My criticism is limited to Microsoft structuring its operating system to advantage its own store while unfairly disadvantaging competing app stores, as well as developers and publishers who distribute games directly to their customers. [...] It’s true that if you dig far enough into Microsoft’s settings-burying UI, you can find a way to install these apps by enabling “side-loading”. But in turning this off by default, Microsoft is unfairly disadvantaging the competition. Bigger-picture, this is a feature Microsoft can revoke at any time using Windows 10’s forced-update process.

so, right now, he has a UI issue? also, how is this different from Apple's closed iOS platform? isn't that even more limited since it's only usable by a specific configuration of hardware?
posted by runt at 5:28 AM on March 4, 2016 [1 favorite]


The restrictions of UWP being placed on games to give a "console like" experience is getting the shit beaten out of it in the mindshare of the enthusiast community.
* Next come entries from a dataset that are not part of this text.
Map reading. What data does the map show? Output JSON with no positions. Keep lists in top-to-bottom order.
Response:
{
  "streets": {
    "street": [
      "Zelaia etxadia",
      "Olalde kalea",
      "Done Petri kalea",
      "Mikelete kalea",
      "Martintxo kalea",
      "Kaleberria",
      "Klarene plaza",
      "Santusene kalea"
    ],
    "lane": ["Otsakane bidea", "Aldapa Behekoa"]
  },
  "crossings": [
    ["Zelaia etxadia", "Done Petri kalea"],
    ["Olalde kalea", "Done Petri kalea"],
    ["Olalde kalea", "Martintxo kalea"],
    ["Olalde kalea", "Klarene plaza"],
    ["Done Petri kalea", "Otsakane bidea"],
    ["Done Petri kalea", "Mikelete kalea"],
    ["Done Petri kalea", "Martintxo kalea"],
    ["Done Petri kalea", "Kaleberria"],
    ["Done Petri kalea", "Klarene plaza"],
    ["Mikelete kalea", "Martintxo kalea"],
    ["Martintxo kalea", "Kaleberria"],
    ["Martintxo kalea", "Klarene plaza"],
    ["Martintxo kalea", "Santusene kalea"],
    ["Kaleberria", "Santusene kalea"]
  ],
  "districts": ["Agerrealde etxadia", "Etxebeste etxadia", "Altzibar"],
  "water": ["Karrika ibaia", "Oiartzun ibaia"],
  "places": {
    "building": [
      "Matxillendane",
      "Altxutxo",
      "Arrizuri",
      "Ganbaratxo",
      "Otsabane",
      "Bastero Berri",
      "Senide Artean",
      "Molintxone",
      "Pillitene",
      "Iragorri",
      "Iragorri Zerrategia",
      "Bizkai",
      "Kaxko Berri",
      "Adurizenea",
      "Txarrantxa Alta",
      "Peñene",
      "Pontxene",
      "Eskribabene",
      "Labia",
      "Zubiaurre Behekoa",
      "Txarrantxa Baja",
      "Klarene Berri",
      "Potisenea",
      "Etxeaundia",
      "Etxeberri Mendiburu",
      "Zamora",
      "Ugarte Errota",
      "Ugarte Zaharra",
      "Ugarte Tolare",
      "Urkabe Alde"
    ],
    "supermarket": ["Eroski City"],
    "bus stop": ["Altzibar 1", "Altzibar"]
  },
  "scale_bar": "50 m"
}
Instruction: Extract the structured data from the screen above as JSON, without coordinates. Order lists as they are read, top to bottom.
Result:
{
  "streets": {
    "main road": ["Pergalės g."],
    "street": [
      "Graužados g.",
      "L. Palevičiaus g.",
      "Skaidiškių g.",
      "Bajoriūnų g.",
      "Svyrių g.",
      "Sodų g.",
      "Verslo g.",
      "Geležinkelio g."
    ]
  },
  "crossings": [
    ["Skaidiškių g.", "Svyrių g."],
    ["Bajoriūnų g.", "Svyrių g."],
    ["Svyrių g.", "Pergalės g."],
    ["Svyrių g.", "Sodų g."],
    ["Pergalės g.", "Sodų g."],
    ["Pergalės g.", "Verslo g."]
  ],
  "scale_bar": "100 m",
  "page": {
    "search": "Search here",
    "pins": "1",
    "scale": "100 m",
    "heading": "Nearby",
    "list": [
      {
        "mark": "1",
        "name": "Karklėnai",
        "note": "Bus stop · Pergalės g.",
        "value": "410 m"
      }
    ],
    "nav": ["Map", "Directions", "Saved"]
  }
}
So far UWP games have been a disaster with no SLI, always vsync, always borderless fullscreen and control options having the guts ripped out of them. No FRAPS, no Steam overlay, no SweetFX, no macros, no modding, no screen recording, OBS can't game capture so streaming them is incredibly annoying.

All of this ancillary stuff that is developing as new ecosystems around gaming is basically being kneecapped by UWP.
posted by Talez at 5:33 AM on March 4, 2016 [14 favorites]


a hugely important PC software company

Okay, I just came in to find out if that company was Microsoft. That would have been news. I was already assuming that everyone else in the world thinks it's a bad idea.
posted by sfenders at 5:37 AM on March 4, 2016


At least this is an impetus for Valve to finally release a gaming console.
posted by MisplaceDisgrace at 5:55 AM on March 4, 2016 [1 favorite]


so, right now, he has a UI issue? also, how is this different from Apple's closed iOS platform? isn't that even more limited since it's only usable by a specific configuration of hardware?

1. Yes, iOS is more limited. I'm not sure why that's the standard to which we should hold all ecosystems.
2. Windows is on an open platform, whereas iOS was always a walled garden. Developers on iOS knew what they were getting into.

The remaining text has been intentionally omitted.